Photos, statues... Où que l’on aille au Laboratoire des rayonnements appliqués (Labra), on ne cesse de croiser le visage de Ramsès II. Il orne même les tenues de travail des équipes. Pourquoi le pharaon égyptien est-il donc devenu la mascotte du Labra ? Parce que la momie de Ramsès II s’est rendue en personne (ou presque) au laboratoire en 1977, à la suite d’un accord diplomatique entre la France et l’Egypte, pour une petite séance d’irradiation afin d’être débarrassée des champignons et bactéries qui la dégradaient. «
Les rayons gamma permettent de détruire tout type de germes et bactéries, et donc d’arrêter le processus de destruction, raconte Eric, chef de l’installation.
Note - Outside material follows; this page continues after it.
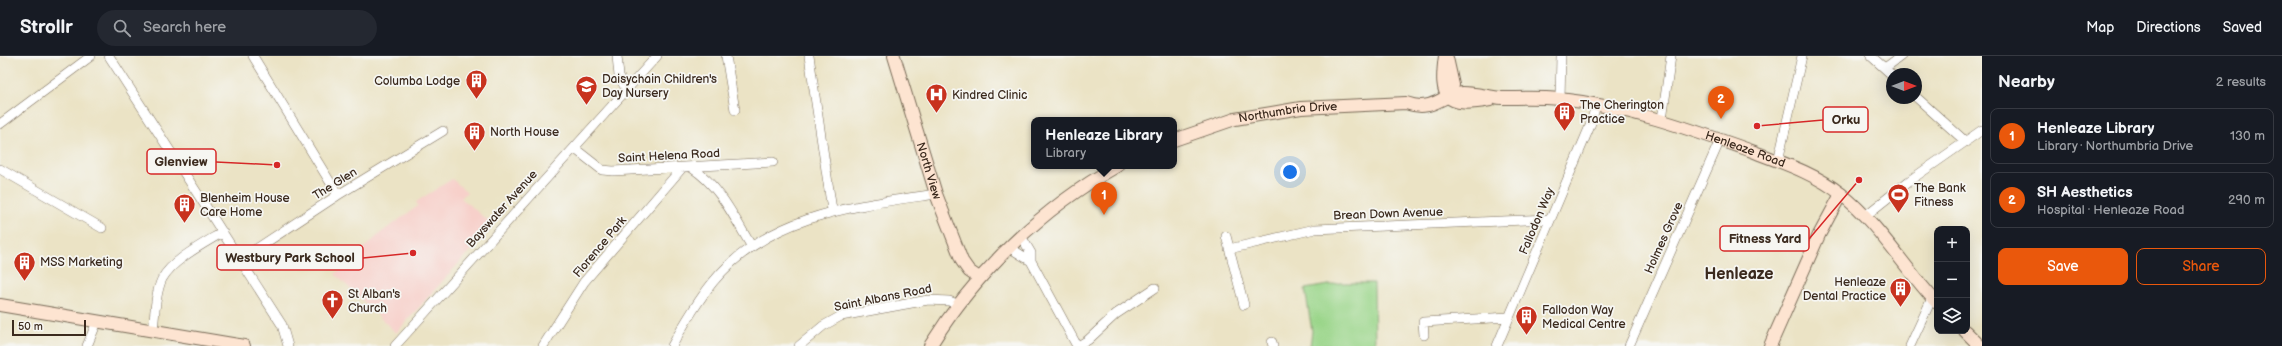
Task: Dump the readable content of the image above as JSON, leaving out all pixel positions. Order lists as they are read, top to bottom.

La momie a été irradiée pendant 12 heures à une dose de 18000 grays (Gy)1, une désinfection qui lui permis de retrouver sa jeunesse éternelle ! »
Au Labra, Ramses II est présent partout, y compris sur les tenues de travail des équipes ! © CEA
Si cet événement historique et hors du commun a marqué les esprits - les équipes du Labra en parlent encore aujourd’hui avec fierté et on les comprend ! -, l’irradiation de momies d’Egypte ne constitue pas le cœur de métier du laboratoire.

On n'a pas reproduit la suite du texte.